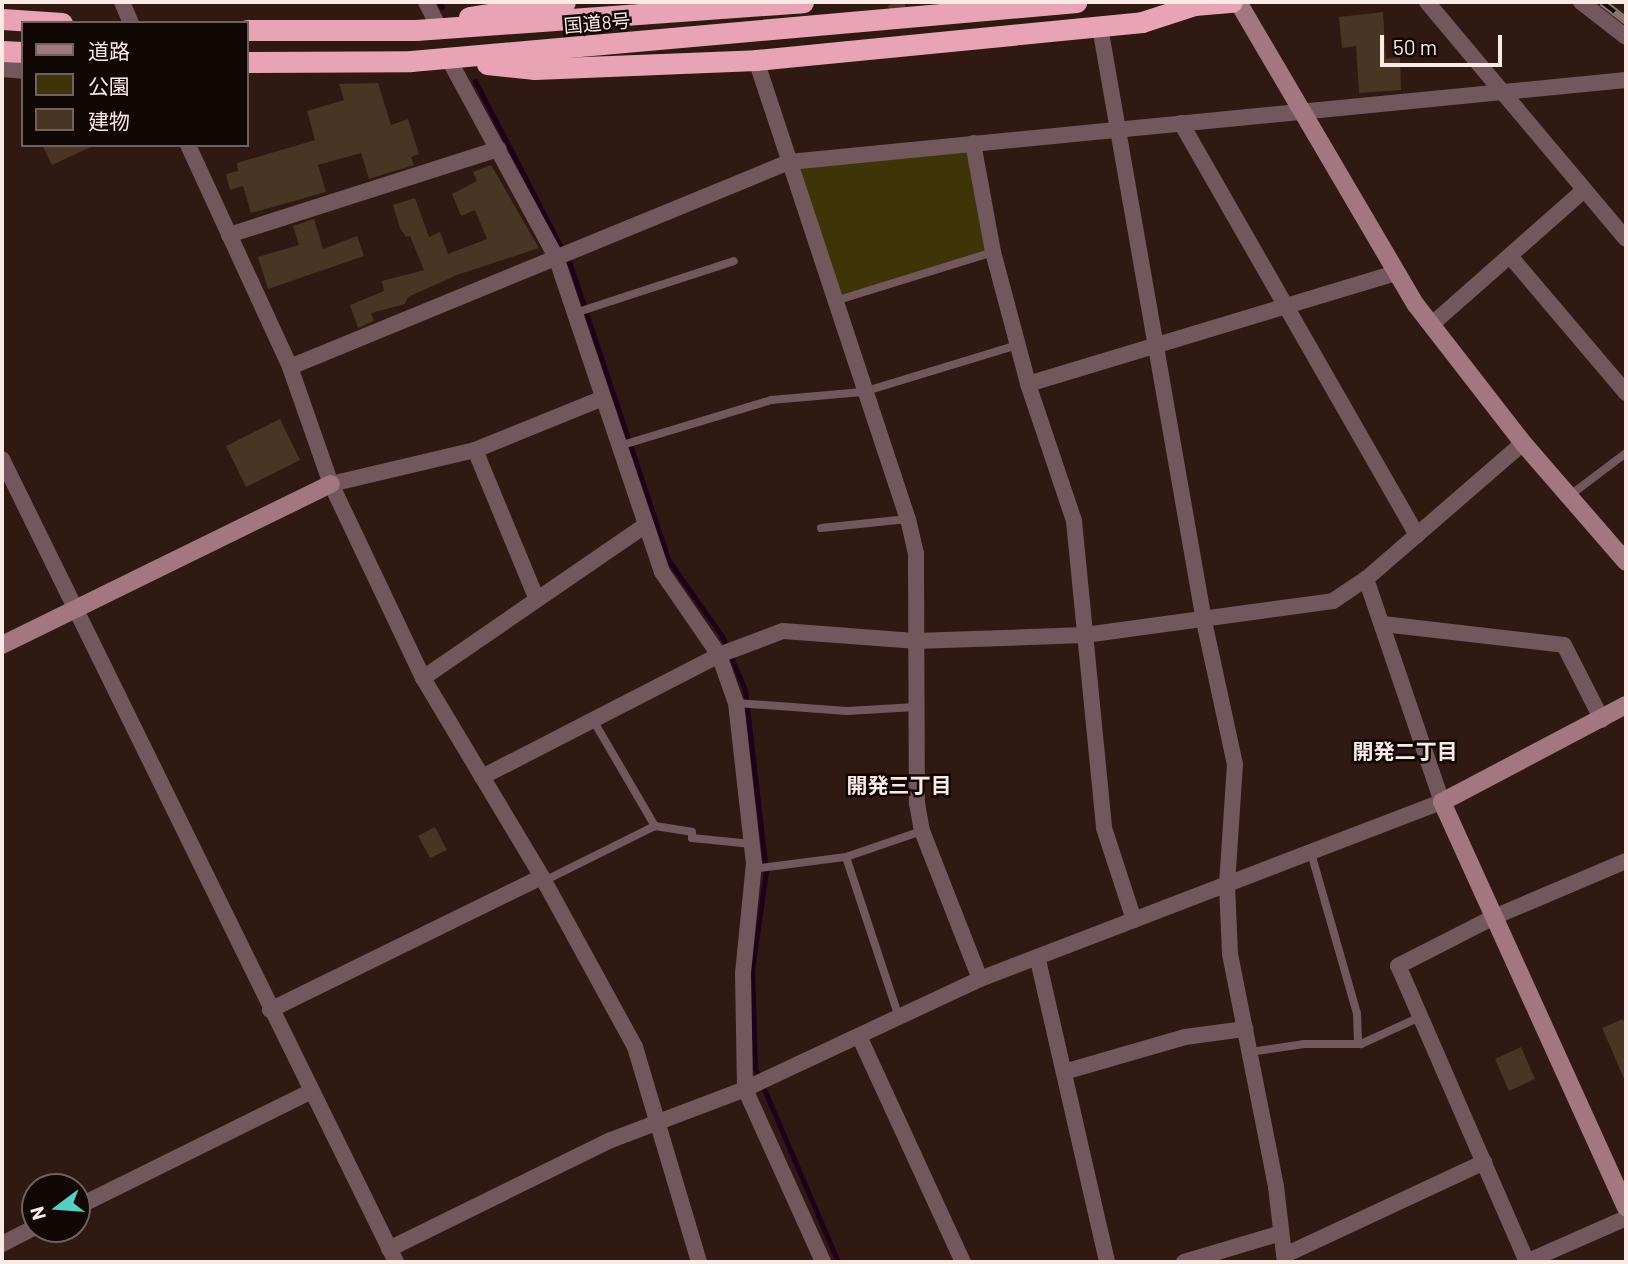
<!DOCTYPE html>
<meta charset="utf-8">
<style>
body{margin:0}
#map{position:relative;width:1628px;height:1264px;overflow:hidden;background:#301813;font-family:Barlow,"Noto Sans JP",sans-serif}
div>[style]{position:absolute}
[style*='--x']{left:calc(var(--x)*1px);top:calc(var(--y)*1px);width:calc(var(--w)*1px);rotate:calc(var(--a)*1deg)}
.green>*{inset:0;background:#3f3408}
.stream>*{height:5px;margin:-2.5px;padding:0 2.5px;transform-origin:2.5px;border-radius:2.5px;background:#1f001b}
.building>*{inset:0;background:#493523}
.street-tunnel>*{height:16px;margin-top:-8px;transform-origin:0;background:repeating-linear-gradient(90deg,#4e3732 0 16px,transparent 0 24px)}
.lane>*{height:8px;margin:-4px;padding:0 4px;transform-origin:4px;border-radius:4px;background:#72575d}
.street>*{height:16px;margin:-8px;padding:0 8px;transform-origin:8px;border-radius:8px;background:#72575d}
.secondary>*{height:18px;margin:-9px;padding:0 9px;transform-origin:9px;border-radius:9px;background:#a27780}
.highway>*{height:21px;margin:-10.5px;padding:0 10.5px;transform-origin:10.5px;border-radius:10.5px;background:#e8a4b4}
.rail>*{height:8px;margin-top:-4px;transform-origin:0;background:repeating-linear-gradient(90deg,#110705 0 16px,#8b7672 0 32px);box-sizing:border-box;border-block:2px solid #8b7672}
span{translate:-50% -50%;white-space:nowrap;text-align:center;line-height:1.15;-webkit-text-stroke:5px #110705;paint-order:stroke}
.street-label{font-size:19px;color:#fae9e5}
.neighbourhood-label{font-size:21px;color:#fae9e5;font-weight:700}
.frame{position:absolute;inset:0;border:4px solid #fae9e5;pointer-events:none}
.legend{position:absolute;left:21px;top:21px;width:228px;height:126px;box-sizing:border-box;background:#110705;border:2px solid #6e615f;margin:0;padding:9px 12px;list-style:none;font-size:21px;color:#fae9e5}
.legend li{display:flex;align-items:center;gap:14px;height:35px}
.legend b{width:35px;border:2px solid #6e615f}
.north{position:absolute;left:21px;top:1173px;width:70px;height:70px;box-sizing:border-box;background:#110705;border:2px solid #6e615f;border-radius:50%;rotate:254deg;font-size:19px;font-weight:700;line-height:28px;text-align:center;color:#fae9e5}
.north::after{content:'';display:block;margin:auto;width:24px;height:32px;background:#57cec1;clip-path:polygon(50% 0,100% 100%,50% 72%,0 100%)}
.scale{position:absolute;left:1380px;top:35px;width:122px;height:32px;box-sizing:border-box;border:4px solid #fae9e5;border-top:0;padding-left:9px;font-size:21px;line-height:24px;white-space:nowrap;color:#fae9e5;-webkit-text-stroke:5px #110705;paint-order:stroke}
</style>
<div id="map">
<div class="green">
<div style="clip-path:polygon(973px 143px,993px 252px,833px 297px,791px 168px)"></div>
</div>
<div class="stream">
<div style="--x:439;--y:2;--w:6;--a:59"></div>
<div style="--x:475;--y:81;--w:206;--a:62.6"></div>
<div style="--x:570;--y:264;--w:313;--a:71.6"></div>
<div style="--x:669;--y:561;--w:92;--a:54.8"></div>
<div style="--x:722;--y:636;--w:59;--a:66.9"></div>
<div style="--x:745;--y:690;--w:182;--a:83.4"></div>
<div style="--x:766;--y:871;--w:100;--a:98"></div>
<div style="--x:752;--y:970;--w:98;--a:88.2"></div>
<div style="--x:755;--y:1068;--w:211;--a:66.8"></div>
</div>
<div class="building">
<div style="clip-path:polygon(1383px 12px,1386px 59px,1400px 57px,1401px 90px,1359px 93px,1356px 46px,1342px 48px,1339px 17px)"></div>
<div style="clip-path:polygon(378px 83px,391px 125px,408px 119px,419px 154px,411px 157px,414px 165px,369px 179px,361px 153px,318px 165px,326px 192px,251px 213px,243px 186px,230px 190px,226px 174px,238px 171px,237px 163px,315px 140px,307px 111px,344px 100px,339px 84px)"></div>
<div style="clip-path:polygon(42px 145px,95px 145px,52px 165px)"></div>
<div style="clip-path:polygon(491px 165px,539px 248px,457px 275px,408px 297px,405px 304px,371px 313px,374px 321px,358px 328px,350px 305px,384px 291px,382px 281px,424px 270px,410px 236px,406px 237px,400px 228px,393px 205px,415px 198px,429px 237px,440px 232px,448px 254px,487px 239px,475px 210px,461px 216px,452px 194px,477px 181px,473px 172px)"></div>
<div style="clip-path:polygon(314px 219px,323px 249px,357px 236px,364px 256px,268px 289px,258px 257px,299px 245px,293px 226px)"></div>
<div style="clip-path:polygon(280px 419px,300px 460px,246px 487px,226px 446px)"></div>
<div style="clip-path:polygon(435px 827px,447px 850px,430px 858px,418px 836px)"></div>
<div style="clip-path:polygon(1623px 1019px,1626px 1027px,1626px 1083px,1602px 1028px)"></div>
<div style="clip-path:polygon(1521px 1047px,1535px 1079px,1509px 1091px,1495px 1059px)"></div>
</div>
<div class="street-tunnel">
<div style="--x:895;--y:2;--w:26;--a:65"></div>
</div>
<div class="lane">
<div style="--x:835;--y:301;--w:165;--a:-17.2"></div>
<div style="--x:575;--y:313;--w:167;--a:-18.1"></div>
<div style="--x:619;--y:446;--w:159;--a:-16.8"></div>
<div style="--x:771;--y:400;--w:92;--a:-5"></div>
<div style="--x:863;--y:392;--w:162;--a:-16.9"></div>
<div style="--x:1569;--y:496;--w:71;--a:-37"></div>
<div style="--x:821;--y:528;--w:87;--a:-5.9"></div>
<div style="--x:736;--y:703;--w:111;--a:4.1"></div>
<div style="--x:847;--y:711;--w:69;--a:-3.3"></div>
<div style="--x:593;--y:720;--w:123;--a:59.7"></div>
<div style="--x:1311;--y:853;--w:166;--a:74"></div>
<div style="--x:1357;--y:1013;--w:31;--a:88"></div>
<div style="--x:846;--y:857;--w:169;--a:71.7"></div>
<div style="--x:753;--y:869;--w:94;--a:-7.4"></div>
<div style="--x:846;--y:857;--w:80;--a:-18.9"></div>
<div style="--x:544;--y:881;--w:124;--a:-26.4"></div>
<div style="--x:655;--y:826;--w:37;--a:9"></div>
<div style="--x:692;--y:832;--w:6;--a:90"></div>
<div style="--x:692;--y:838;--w:60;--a:5.7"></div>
<div style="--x:1250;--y:1052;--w:55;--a:-8.4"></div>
<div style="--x:1304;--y:1044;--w:57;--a:0"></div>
<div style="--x:1361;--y:1044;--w:65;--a:-24.6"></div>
</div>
<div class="street">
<div style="--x:122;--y:2;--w:23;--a:67"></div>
<div style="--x:426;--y:2;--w:29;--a:63"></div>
<div style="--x:1427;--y:2;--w:309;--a:50"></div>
<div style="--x:1581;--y:2;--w:57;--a:37.9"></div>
<div style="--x:1100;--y:27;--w:603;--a:80.07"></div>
<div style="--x:1204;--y:621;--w:146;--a:77.8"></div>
<div style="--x:1235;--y:764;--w:121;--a:93.8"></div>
<div style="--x:1227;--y:885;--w:69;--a:87.5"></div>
<div style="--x:1230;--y:954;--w:237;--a:78.8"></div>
<div style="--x:1276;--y:1187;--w:76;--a:83.2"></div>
<div style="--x:448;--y:58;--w:226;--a:61.5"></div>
<div style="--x:556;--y:257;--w:332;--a:71.4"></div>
<div style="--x:662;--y:572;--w:101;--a:55.5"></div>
<div style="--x:719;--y:655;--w:51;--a:70.5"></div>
<div style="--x:736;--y:703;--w:161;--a:83.6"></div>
<div style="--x:754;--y:863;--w:111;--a:95.7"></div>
<div style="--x:743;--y:973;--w:116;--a:89"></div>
<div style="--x:745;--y:1089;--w:190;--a:65.7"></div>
<div style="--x:756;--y:60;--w:484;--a:71.7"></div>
<div style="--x:908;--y:519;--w:36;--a:77"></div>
<div style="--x:916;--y:554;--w:249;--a:89.8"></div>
<div style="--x:917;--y:803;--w:28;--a:80"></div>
<div style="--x:922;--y:831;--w:159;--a:68.6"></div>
<div style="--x:2;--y:69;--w:21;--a:5"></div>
<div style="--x:1181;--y:123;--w:475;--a:60.2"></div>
<div style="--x:973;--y:143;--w:111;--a:79.6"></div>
<div style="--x:993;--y:252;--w:137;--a:75.1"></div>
<div style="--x:1028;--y:384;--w:145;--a:71.4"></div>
<div style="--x:1074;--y:521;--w:308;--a:84.4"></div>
<div style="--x:1104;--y:828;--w:97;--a:71.9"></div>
<div style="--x:188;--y:145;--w:244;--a:65.3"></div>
<div style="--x:290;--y:367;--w:124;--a:70.7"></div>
<div style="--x:331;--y:484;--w:215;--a:64.6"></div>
<div style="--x:423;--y:678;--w:232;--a:59.1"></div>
<div style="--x:542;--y:877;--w:194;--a:61.3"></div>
<div style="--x:635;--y:1047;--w:224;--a:73.4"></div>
<div style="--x:229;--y:235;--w:283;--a:-17.7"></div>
<div style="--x:1510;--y:256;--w:180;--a:49.7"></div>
<div style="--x:1431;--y:325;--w:204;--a:-41.4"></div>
<div style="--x:290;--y:367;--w:539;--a:-22.33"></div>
<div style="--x:789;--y:162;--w:841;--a:-5.6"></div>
<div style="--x:1028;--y:384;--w:384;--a:-16.8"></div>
<div style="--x:475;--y:450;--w:162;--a:67.5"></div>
<div style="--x:2;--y:459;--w:894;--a:63.86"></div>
<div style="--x:331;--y:484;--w:148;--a:-13.3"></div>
<div style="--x:475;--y:450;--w:138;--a:-22.1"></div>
<div style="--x:1383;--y:624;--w:182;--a:6.6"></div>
<div style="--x:1564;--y:645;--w:84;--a:63.1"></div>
<div style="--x:423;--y:678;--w:270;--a:-34.5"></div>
<div style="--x:482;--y:777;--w:267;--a:-27.2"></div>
<div style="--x:719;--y:655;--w:68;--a:-20.6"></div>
<div style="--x:783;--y:631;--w:132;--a:4.3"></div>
<div style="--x:915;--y:641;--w:170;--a:-2"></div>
<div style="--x:1085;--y:635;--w:250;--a:-7.8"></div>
<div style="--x:1333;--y:601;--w:40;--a:-34"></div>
<div style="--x:1366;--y:579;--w:208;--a:-40.9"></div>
<div style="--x:1038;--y:960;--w:310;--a:77.1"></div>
<div style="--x:270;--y:1010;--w:303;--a:-26.1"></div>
<div style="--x:859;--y:1036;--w:249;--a:65.3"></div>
<div style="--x:1064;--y:1072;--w:126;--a:-16.1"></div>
<div style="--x:1185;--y:1037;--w:61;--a:-7.6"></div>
<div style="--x:77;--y:1207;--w:260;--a:-26.3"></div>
<div style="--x:2;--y:1244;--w:37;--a:-27"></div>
<div style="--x:389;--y:1249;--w:247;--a:-26.2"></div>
<div style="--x:611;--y:1140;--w:143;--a:-20.8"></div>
<div style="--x:745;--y:1089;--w:259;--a:-25.1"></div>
<div style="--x:980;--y:979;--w:495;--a:-21"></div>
<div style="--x:1442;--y:802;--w:236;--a:-108.8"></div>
<div style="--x:1285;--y:1255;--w:220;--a:-25"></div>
<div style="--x:1184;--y:1262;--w:101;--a:-16.6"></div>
<div style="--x:1526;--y:1262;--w:109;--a:-23.7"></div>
<div style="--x:1527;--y:1262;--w:323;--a:-113.5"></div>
<div style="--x:1398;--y:966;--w:108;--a:-27"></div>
<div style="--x:1494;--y:917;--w:143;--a:-23"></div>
</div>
<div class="secondary">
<div style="--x:1238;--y:2;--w:351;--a:59.6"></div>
<div style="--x:1416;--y:305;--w:175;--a:52.2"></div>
<div style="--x:1523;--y:443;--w:157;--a:49.1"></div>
<div style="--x:2;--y:645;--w:366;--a:-26.1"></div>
<div style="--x:1626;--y:705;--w:208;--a:152.2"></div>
<div style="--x:1442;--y:802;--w:445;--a:65.6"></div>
</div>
<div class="highway">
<div style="--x:469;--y:17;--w:97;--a:-8.9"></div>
<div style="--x:2;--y:19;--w:60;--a:3.8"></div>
<div style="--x:247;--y:30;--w:169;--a:0"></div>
<div style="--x:416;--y:30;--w:388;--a:-4.1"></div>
<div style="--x:2;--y:51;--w:21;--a:3"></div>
<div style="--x:247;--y:62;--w:164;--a:-0.3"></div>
<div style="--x:411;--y:61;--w:668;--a:-5.07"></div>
<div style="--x:487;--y:64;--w:48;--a:5.9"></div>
<div style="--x:535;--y:69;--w:221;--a:-2.3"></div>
<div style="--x:756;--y:60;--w:388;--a:-5.6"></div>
<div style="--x:1142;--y:22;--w:55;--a:-18.1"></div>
<div style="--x:1194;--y:5;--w:38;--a:-5"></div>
</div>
<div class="rail">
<div style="--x:1602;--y:2;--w:31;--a:38"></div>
</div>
<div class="street-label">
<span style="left:597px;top:23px;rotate:-5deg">国道8号</span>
</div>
<div class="neighbourhood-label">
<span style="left:1405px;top:751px">開発二丁目</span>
<span style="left:899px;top:785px">開発三丁目</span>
</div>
<div class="frame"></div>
<ul class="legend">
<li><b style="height:9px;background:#a27780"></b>道路</li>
<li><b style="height:19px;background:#3f3408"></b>公園</li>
<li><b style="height:19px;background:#493523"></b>建物</li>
</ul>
<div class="north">N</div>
<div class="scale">50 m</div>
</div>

——————————

Your goal:
Reply with only the number of lines in the material above where the string "stream" appears.

Exercise response:
2